╭─ DATASET CONTENT

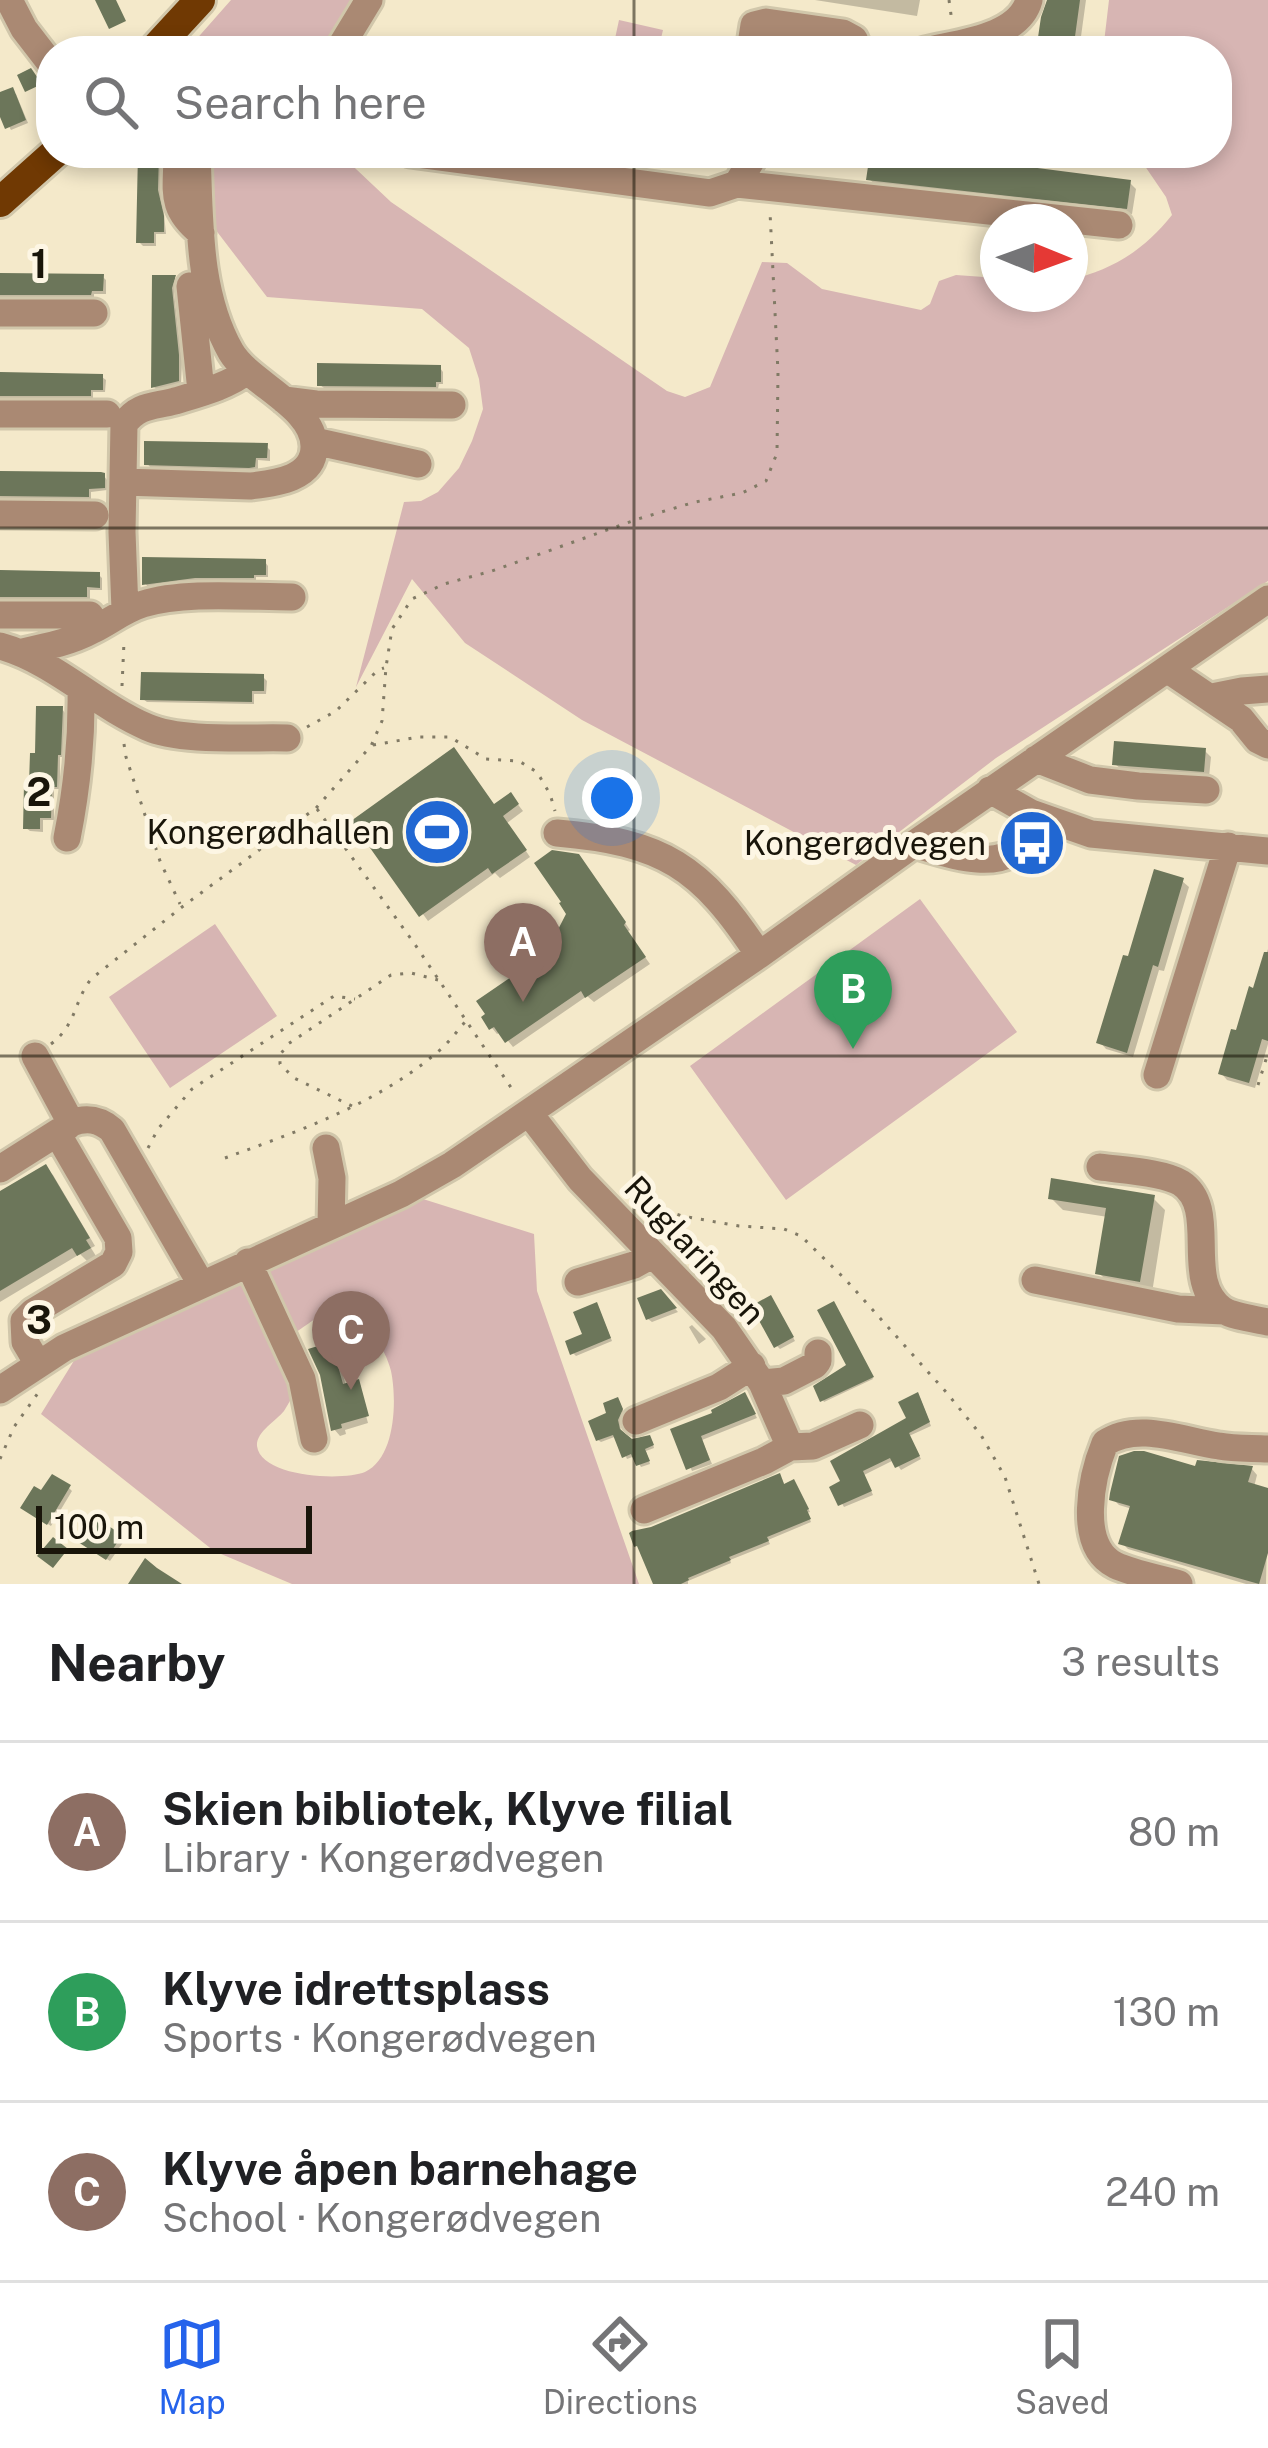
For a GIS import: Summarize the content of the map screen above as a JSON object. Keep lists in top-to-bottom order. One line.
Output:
{"streets":{"street":["Ruglaringen"]},"places":{"sports":["Kongerødhallen"],"bus stop":["Kongerødvegen"]},"scale_bar":"100 m","north":"right","page":{"search":"Search here","pins":["A","B","C"],"scale":"100 m","heading":["Nearby","3 results"],"list":[{"mark":"A","name":"Skien bibliotek, Klyve filial","note":"Library · Kongerødvegen","value":"80 m"},{"mark":"B","name":"Klyve idrettsplass","note":"Sports · Kongerødvegen","value":"130 m"},{"mark":"C","name":"Klyve åpen barnehage","note":"School · Kongerødvegen","value":"240 m"}],"nav":["Map","Directions","Saved"]},"grid":{"rows":["1","2","3"]}}
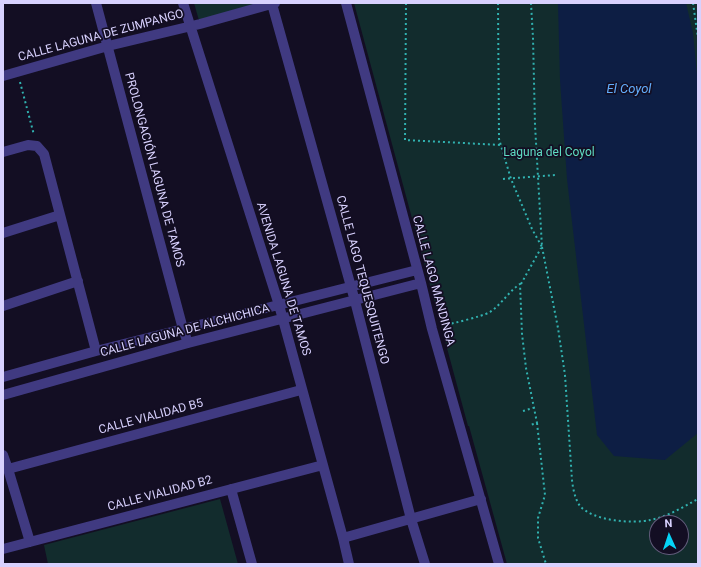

╰─

→ **REQUIRED ACTION**
The expected answer is an unaltered copy of the listing, images removed.

→ **EXERCISE OUTPUT**
For a GIS import: Summarize the content of the map screen above as a JSON object. Keep lists in top-to-bottom order. One line.
Output:
{"streets":{"street":["Ruglaringen"]},"places":{"sports":["Kongerødhallen"],"bus stop":["Kongerødvegen"]},"scale_bar":"100 m","north":"right","page":{"search":"Search here","pins":["A","B","C"],"scale":"100 m","heading":["Nearby","3 results"],"list":[{"mark":"A","name":"Skien bibliotek, Klyve filial","note":"Library · Kongerødvegen","value":"80 m"},{"mark":"B","name":"Klyve idrettsplass","note":"Sports · Kongerødvegen","value":"130 m"},{"mark":"C","name":"Klyve åpen barnehage","note":"School · Kongerødvegen","value":"240 m"}],"nav":["Map","Directions","Saved"]},"grid":{"rows":["1","2","3"]}}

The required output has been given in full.